───── INFORMATION PROVIDED ─────

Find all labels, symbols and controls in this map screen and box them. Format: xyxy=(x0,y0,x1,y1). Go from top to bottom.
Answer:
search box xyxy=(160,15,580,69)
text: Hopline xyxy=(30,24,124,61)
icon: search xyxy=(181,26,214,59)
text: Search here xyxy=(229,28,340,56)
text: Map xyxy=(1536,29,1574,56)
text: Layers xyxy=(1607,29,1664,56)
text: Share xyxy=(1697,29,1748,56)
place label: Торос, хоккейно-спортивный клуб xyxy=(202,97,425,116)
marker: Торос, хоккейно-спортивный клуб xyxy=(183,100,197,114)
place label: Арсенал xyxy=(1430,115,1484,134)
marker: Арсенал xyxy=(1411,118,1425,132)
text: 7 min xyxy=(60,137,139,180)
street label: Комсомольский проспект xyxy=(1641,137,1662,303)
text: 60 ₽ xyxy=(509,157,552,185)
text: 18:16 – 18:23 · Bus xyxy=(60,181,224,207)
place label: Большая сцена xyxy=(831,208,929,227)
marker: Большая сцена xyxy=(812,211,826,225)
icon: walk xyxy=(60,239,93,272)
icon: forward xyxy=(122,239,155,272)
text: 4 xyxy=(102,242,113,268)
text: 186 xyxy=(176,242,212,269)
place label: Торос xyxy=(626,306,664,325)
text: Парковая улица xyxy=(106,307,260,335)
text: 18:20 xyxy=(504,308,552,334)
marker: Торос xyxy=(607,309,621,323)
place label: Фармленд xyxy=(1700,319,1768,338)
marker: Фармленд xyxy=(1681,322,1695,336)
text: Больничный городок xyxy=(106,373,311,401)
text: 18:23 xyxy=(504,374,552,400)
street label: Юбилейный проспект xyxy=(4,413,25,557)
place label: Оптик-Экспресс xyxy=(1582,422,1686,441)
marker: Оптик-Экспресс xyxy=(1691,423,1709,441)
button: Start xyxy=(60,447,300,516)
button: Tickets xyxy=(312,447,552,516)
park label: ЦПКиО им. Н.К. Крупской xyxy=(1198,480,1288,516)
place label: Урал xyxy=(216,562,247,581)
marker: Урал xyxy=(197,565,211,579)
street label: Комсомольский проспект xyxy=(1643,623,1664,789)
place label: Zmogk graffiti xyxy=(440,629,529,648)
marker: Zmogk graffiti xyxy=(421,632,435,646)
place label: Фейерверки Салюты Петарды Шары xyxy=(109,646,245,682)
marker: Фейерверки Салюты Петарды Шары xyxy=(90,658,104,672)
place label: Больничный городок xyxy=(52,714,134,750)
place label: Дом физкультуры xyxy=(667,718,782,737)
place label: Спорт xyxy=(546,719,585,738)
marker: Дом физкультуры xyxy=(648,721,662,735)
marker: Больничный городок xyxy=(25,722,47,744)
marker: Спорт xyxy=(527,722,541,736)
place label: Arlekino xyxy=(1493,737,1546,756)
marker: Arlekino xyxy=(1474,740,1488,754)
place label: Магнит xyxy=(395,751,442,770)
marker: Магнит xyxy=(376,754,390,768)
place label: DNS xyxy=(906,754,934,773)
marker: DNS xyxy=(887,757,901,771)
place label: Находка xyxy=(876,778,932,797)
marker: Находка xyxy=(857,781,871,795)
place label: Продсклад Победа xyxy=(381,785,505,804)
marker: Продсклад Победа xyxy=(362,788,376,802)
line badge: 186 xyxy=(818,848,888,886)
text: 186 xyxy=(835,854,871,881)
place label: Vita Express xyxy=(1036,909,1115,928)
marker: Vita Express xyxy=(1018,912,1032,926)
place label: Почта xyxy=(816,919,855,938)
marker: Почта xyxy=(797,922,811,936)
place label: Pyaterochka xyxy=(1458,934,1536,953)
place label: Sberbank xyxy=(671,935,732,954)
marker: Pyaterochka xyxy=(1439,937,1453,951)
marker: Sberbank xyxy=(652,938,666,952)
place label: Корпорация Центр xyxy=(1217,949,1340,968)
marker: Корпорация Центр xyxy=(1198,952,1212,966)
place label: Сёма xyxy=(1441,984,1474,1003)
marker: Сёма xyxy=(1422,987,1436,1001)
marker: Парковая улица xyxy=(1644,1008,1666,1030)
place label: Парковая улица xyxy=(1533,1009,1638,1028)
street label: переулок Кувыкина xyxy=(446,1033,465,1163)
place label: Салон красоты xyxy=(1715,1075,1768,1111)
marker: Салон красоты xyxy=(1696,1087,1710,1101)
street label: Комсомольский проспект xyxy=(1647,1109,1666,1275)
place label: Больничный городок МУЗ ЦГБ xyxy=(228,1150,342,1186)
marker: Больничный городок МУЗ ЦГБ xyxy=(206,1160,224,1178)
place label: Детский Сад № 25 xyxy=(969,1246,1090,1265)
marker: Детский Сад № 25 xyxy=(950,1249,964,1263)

─────

WHAT IS NEEDED: Write the material out again in full, leaving no line out.

RESPONSE BOX:
Find all labels, symbols and controls in this map screen and box them. Format: xyxy=(x0,y0,x1,y1). Go from top to bottom.
Answer:
search box xyxy=(160,15,580,69)
text: Hopline xyxy=(30,24,124,61)
icon: search xyxy=(181,26,214,59)
text: Search here xyxy=(229,28,340,56)
text: Map xyxy=(1536,29,1574,56)
text: Layers xyxy=(1607,29,1664,56)
text: Share xyxy=(1697,29,1748,56)
place label: Торос, хоккейно-спортивный клуб xyxy=(202,97,425,116)
marker: Торос, хоккейно-спортивный клуб xyxy=(183,100,197,114)
place label: Арсенал xyxy=(1430,115,1484,134)
marker: Арсенал xyxy=(1411,118,1425,132)
text: 7 min xyxy=(60,137,139,180)
street label: Комсомольский проспект xyxy=(1641,137,1662,303)
text: 60 ₽ xyxy=(509,157,552,185)
text: 18:16 – 18:23 · Bus xyxy=(60,181,224,207)
place label: Большая сцена xyxy=(831,208,929,227)
marker: Большая сцена xyxy=(812,211,826,225)
icon: walk xyxy=(60,239,93,272)
icon: forward xyxy=(122,239,155,272)
text: 4 xyxy=(102,242,113,268)
text: 186 xyxy=(176,242,212,269)
place label: Торос xyxy=(626,306,664,325)
text: Парковая улица xyxy=(106,307,260,335)
text: 18:20 xyxy=(504,308,552,334)
marker: Торос xyxy=(607,309,621,323)
place label: Фармленд xyxy=(1700,319,1768,338)
marker: Фармленд xyxy=(1681,322,1695,336)
text: Больничный городок xyxy=(106,373,311,401)
text: 18:23 xyxy=(504,374,552,400)
street label: Юбилейный проспект xyxy=(4,413,25,557)
place label: Оптик-Экспресс xyxy=(1582,422,1686,441)
marker: Оптик-Экспресс xyxy=(1691,423,1709,441)
button: Start xyxy=(60,447,300,516)
button: Tickets xyxy=(312,447,552,516)
park label: ЦПКиО им. Н.К. Крупской xyxy=(1198,480,1288,516)
place label: Урал xyxy=(216,562,247,581)
marker: Урал xyxy=(197,565,211,579)
street label: Комсомольский проспект xyxy=(1643,623,1664,789)
place label: Zmogk graffiti xyxy=(440,629,529,648)
marker: Zmogk graffiti xyxy=(421,632,435,646)
place label: Фейерверки Салюты Петарды Шары xyxy=(109,646,245,682)
marker: Фейерверки Салюты Петарды Шары xyxy=(90,658,104,672)
place label: Больничный городок xyxy=(52,714,134,750)
place label: Дом физкультуры xyxy=(667,718,782,737)
place label: Спорт xyxy=(546,719,585,738)
marker: Дом физкультуры xyxy=(648,721,662,735)
marker: Больничный городок xyxy=(25,722,47,744)
marker: Спорт xyxy=(527,722,541,736)
place label: Arlekino xyxy=(1493,737,1546,756)
marker: Arlekino xyxy=(1474,740,1488,754)
place label: Магнит xyxy=(395,751,442,770)
marker: Магнит xyxy=(376,754,390,768)
place label: DNS xyxy=(906,754,934,773)
marker: DNS xyxy=(887,757,901,771)
place label: Находка xyxy=(876,778,932,797)
marker: Находка xyxy=(857,781,871,795)
place label: Продсклад Победа xyxy=(381,785,505,804)
marker: Продсклад Победа xyxy=(362,788,376,802)
line badge: 186 xyxy=(818,848,888,886)
text: 186 xyxy=(835,854,871,881)
place label: Vita Express xyxy=(1036,909,1115,928)
marker: Vita Express xyxy=(1018,912,1032,926)
place label: Почта xyxy=(816,919,855,938)
marker: Почта xyxy=(797,922,811,936)
place label: Pyaterochka xyxy=(1458,934,1536,953)
place label: Sberbank xyxy=(671,935,732,954)
marker: Pyaterochka xyxy=(1439,937,1453,951)
marker: Sberbank xyxy=(652,938,666,952)
place label: Корпорация Центр xyxy=(1217,949,1340,968)
marker: Корпорация Центр xyxy=(1198,952,1212,966)
place label: Сёма xyxy=(1441,984,1474,1003)
marker: Сёма xyxy=(1422,987,1436,1001)
marker: Парковая улица xyxy=(1644,1008,1666,1030)
place label: Парковая улица xyxy=(1533,1009,1638,1028)
street label: переулок Кувыкина xyxy=(446,1033,465,1163)
place label: Салон красоты xyxy=(1715,1075,1768,1111)
marker: Салон красоты xyxy=(1696,1087,1710,1101)
street label: Комсомольский проспект xyxy=(1647,1109,1666,1275)
place label: Больничный городок МУЗ ЦГБ xyxy=(228,1150,342,1186)
marker: Больничный городок МУЗ ЦГБ xyxy=(206,1160,224,1178)
place label: Детский Сад № 25 xyxy=(969,1246,1090,1265)
marker: Детский Сад № 25 xyxy=(950,1249,964,1263)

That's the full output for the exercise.